EXERCISE BRIEF: Word for word, the data below must be repeated in full; no picture is to be included.

++++++++

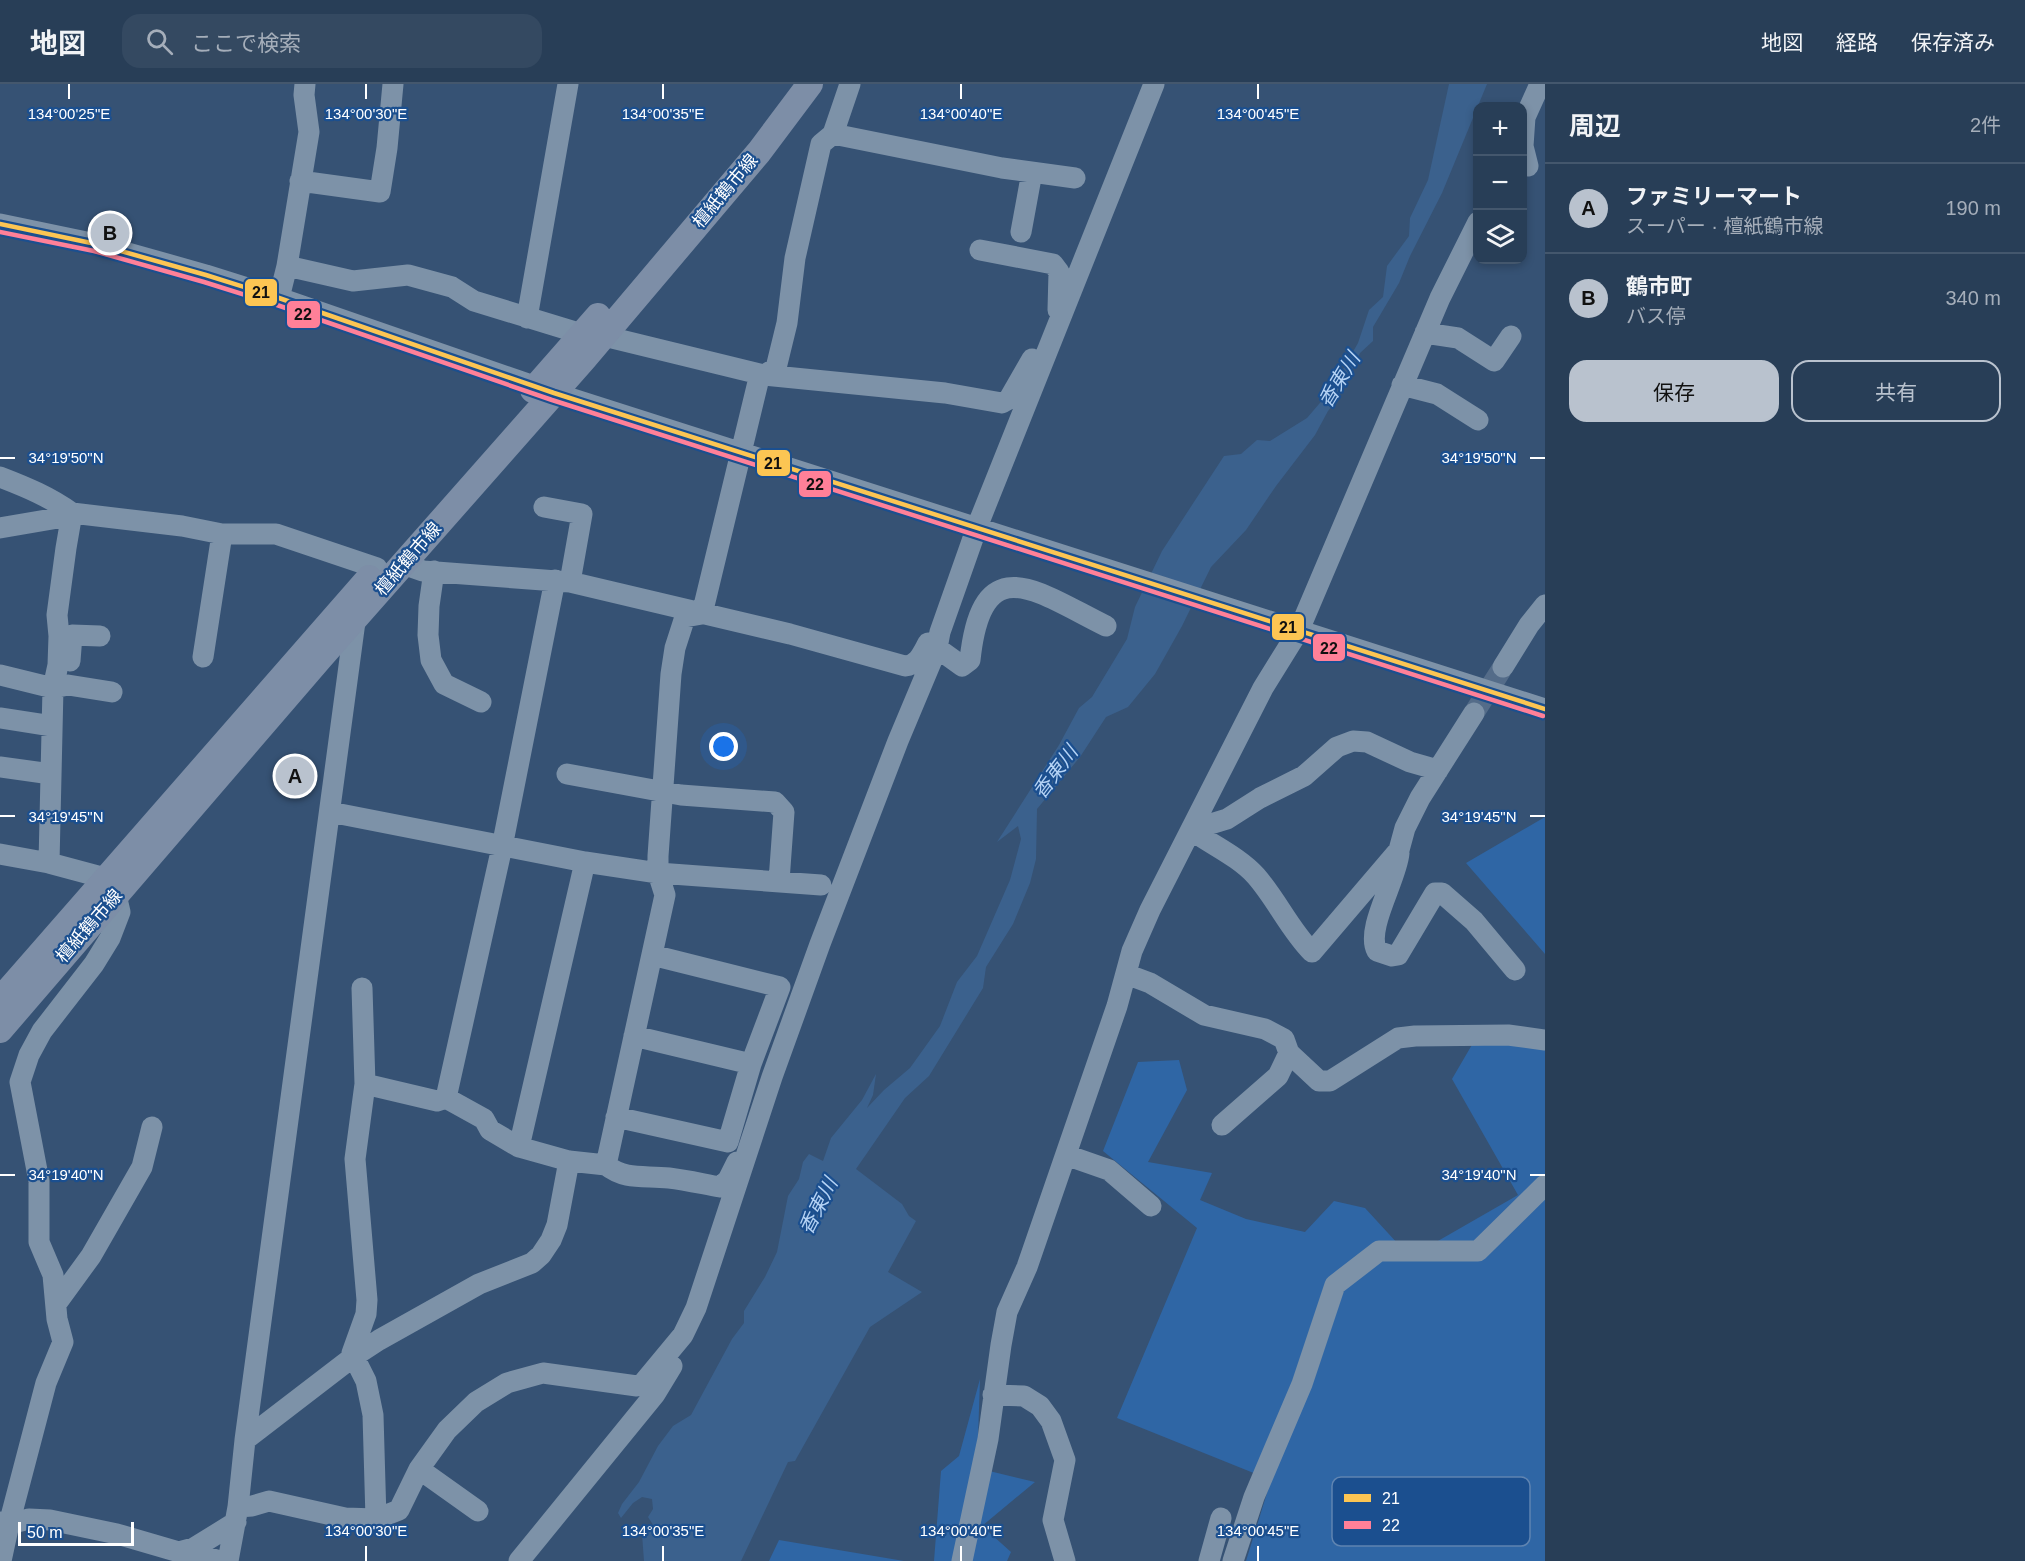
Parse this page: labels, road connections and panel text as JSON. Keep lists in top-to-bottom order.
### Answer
{
  "streets": {
    "main road": ["檀紙鶴市線"]
  },
  "water": ["香東川"],
  "lines": ["transit line 21", "transit line 22"],
  "legend": ["21", "22"],
  "scale_bar": "50 m",
  "page": {
    "header": "地図",
    "search": "ここで検索",
    "nav": ["地図", "経路", "保存済み"],
    "heading": ["周辺", "2件"],
    "map_buttons": ["+", "−"],
    "list": [
      {
        "mark": "A",
        "name": "ファミリーマート",
        "note": "スーパー · 檀紙鶴市線",
        "value": "190 m"
      },
      {
        "mark": "B",
        "name": "鶴市町",
        "note": "バス停",
        "value": "340 m"
      }
    ],
    "pins": ["B", "A"],
    "buttons": ["保存", "共有"],
    "scale": "50 m"
  },
  "coordinates": [
    "134°00'25\"E",
    "134°00'30\"E",
    "134°00'35\"E",
    "134°00'40\"E",
    "134°00'45\"E",
    "34°19'50\"N",
    "34°19'45\"N",
    "34°19'40\"N"
  ]
}
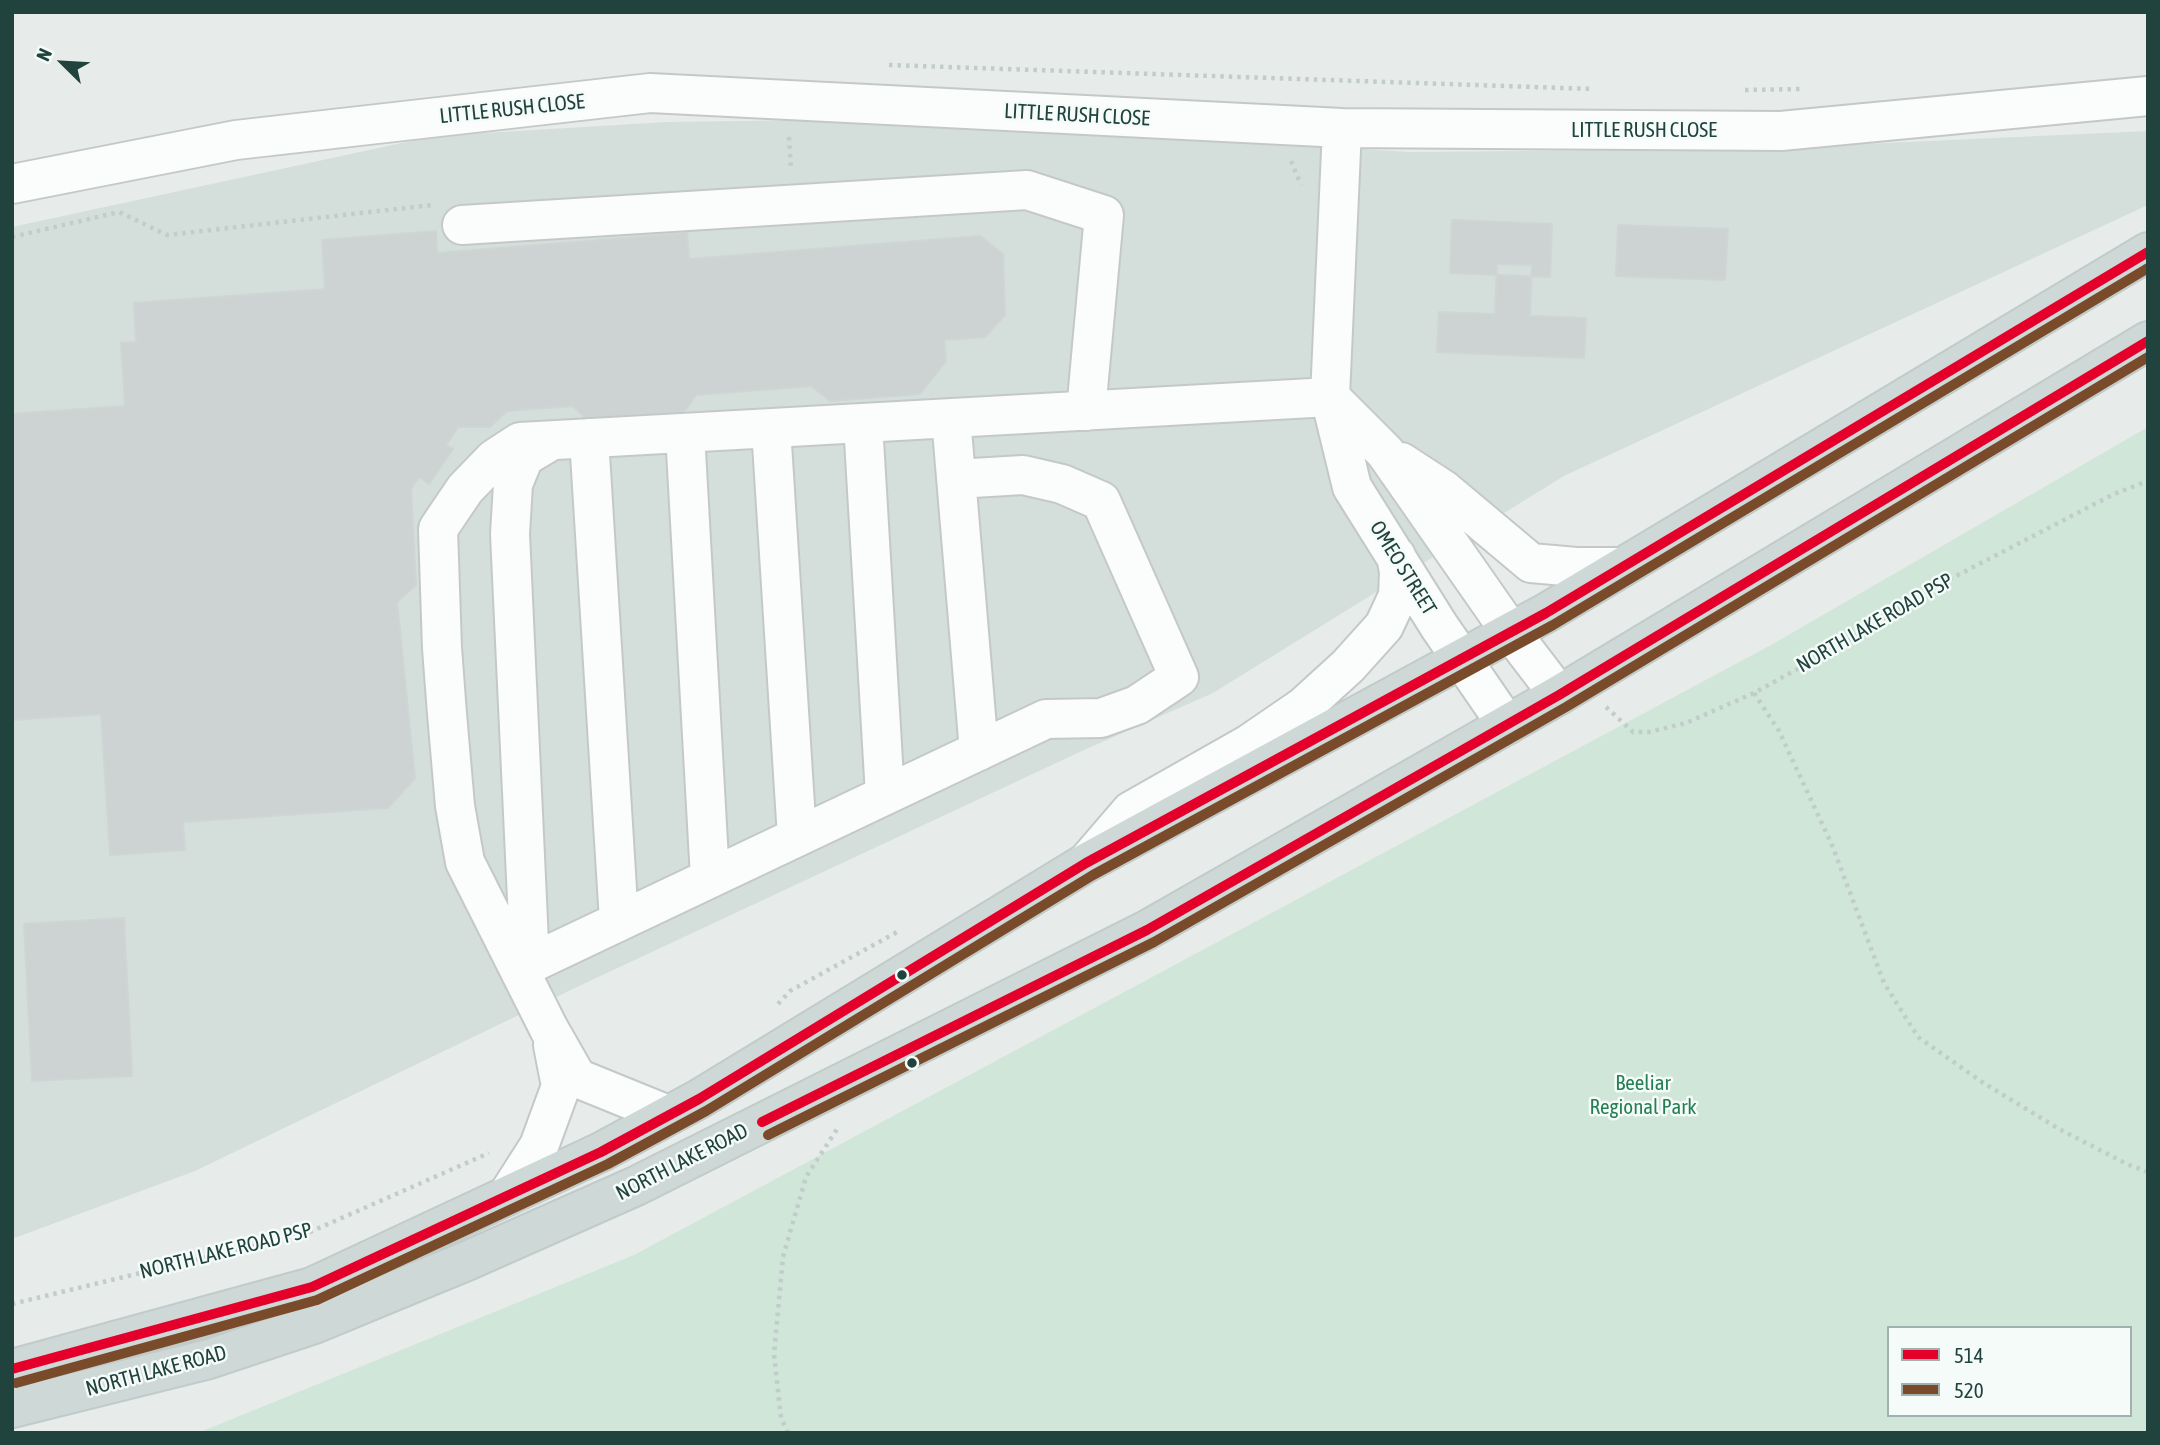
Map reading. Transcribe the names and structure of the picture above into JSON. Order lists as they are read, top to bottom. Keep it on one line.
{"streets":{"main road":["NORTH LAKE ROAD"],"street":["LITTLE RUSH CLOSE","OMEO STREET"],"path":["NORTH LAKE ROAD PSP"]},"crossings":[["LITTLE RUSH CLOSE","OMEO STREET"],["OMEO STREET","NORTH LAKE ROAD"]],"parks":["Beeliar Regional Park"],"lines":["transit line 514","transit line 520"],"legend":["514","520"],"north":"top left"}
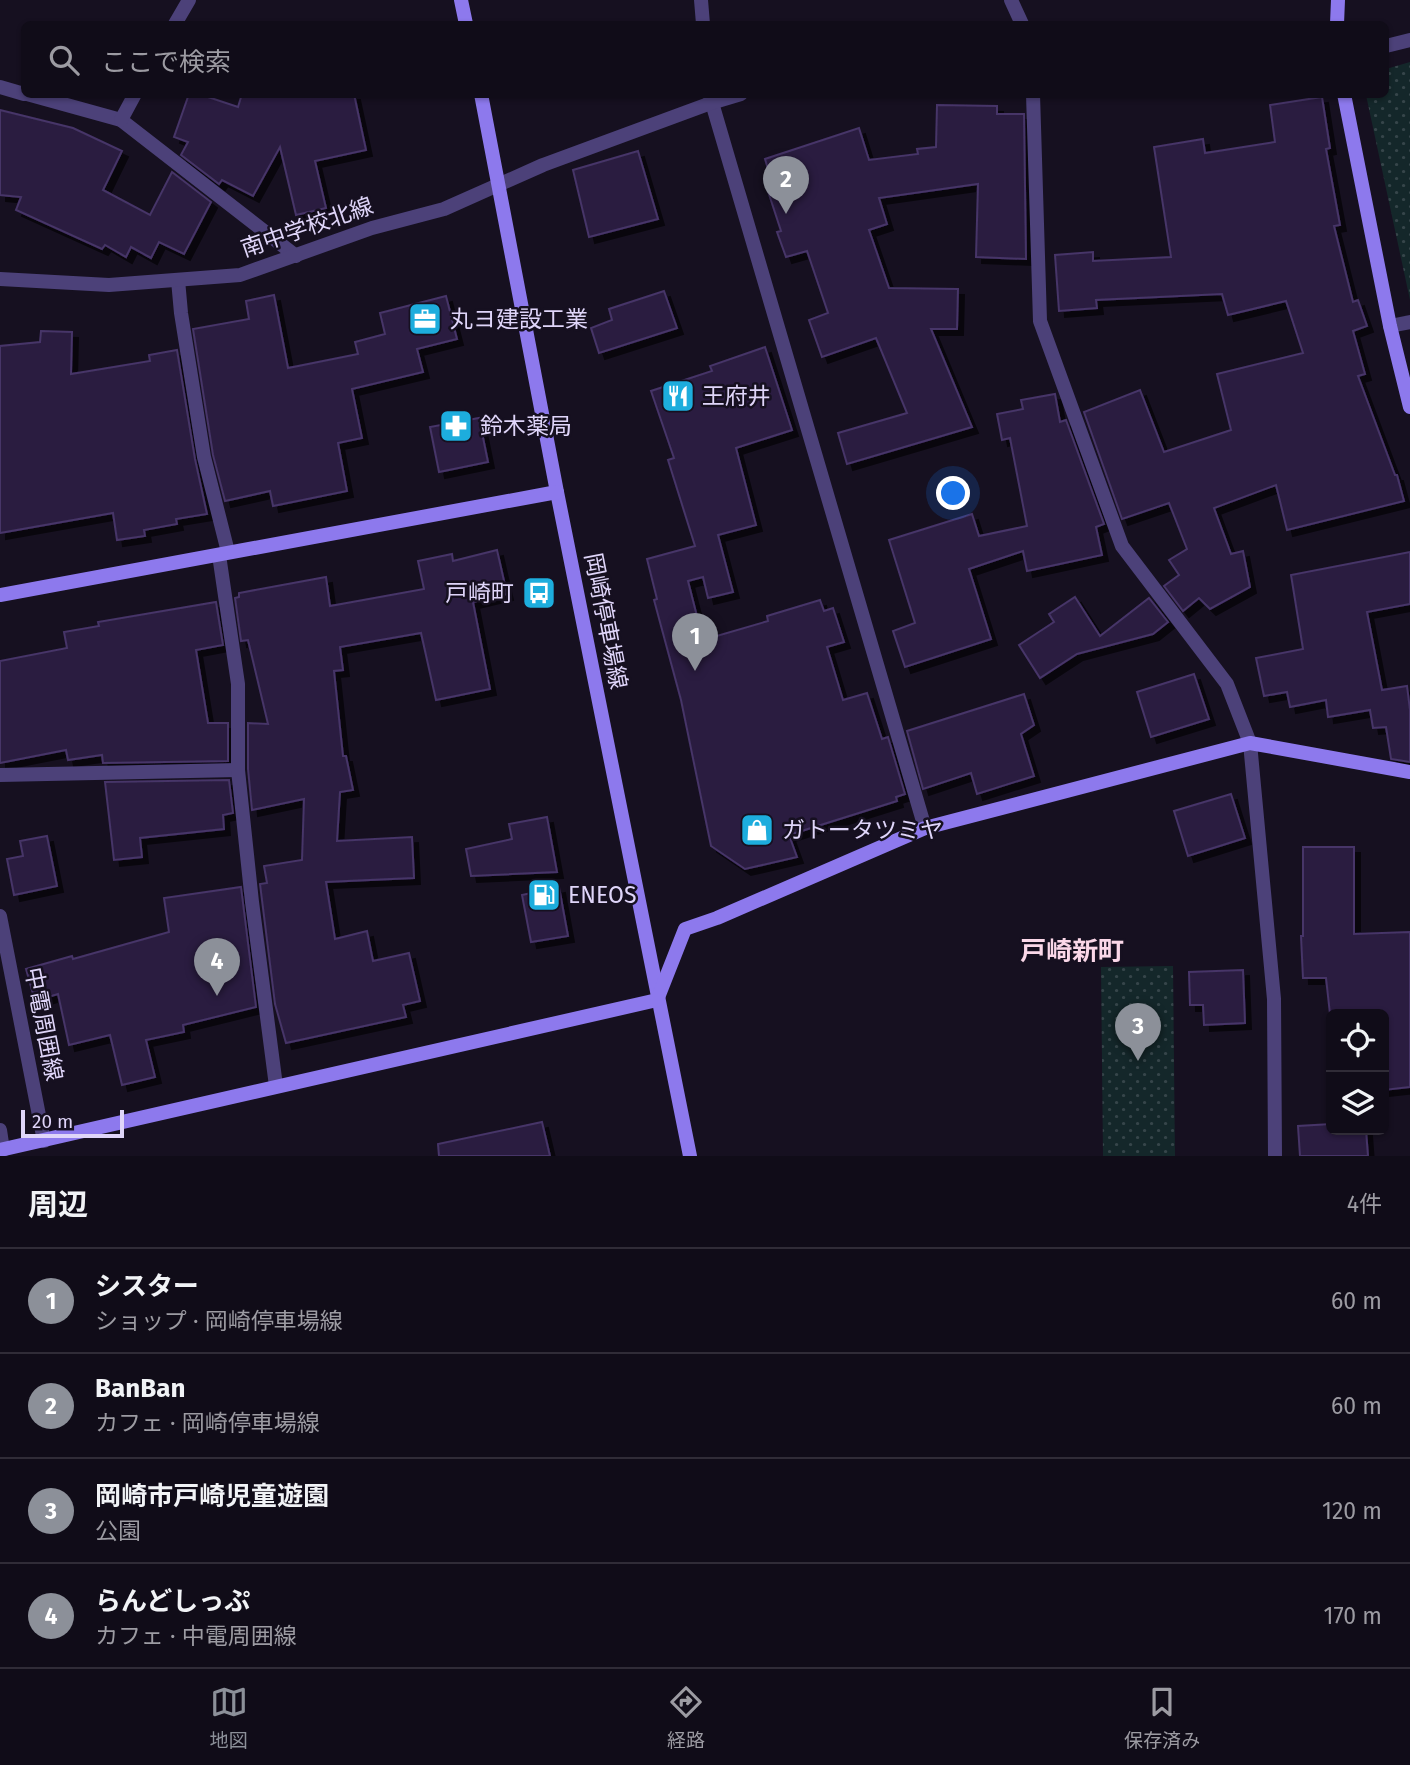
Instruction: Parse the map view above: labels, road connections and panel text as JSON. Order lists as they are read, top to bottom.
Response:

++++++++

SOLVED PROBLEM:
Parse this page: labels, road connections and panel text as JSON. Keep lists in top-to-bottom order.
### Answer
{
  "streets": {
    "main road": ["檀紙鶴市線"]
  },
  "water": ["香東川"],
  "lines": ["transit line 21", "transit line 22"],
  "legend": ["21", "22"],
  "scale_bar": "50 m",
  "page": {
    "header": "地図",
    "search": "ここで検索",
    "nav": ["地図", "経路", "保存済み"],
    "heading": ["周辺", "2件"],
    "map_buttons": ["+", "−"],
    "list": [
      {
        "mark": "A",
        "name": "ファミリーマート",
        "note": "スーパー · 檀紙鶴市線",
        "value": "190 m"
      },
      {
        "mark": "B",
        "name": "鶴市町",
        "note": "バス停",
        "value": "340 m"
      }
    ],
    "pins": ["B", "A"],
    "buttons": ["保存", "共有"],
    "scale": "50 m"
  },
  "coordinates": [
    "134°00'25\"E",
    "134°00'30\"E",
    "134°00'35\"E",
    "134°00'40\"E",
    "134°00'45\"E",
    "34°19'50\"N",
    "34°19'45\"N",
    "34°19'40\"N"
  ]
}
Map reading. Transcribe the names and structure of the picture above into JSON. Order lists as they are read, top to bottom. Keep it on one line.
{"streets":{"main road":["NORTH LAKE ROAD"],"street":["LITTLE RUSH CLOSE","OMEO STREET"],"path":["NORTH LAKE ROAD PSP"]},"crossings":[["LITTLE RUSH CLOSE","OMEO STREET"],["OMEO STREET","NORTH LAKE ROAD"]],"parks":["Beeliar Regional Park"],"lines":["transit line 514","transit line 520"],"legend":["514","520"],"north":"top left"}
Instruction: Parse the map view above: labels, road connections and panel text as JSON. Order lists as they are read, top to bottom.
Response:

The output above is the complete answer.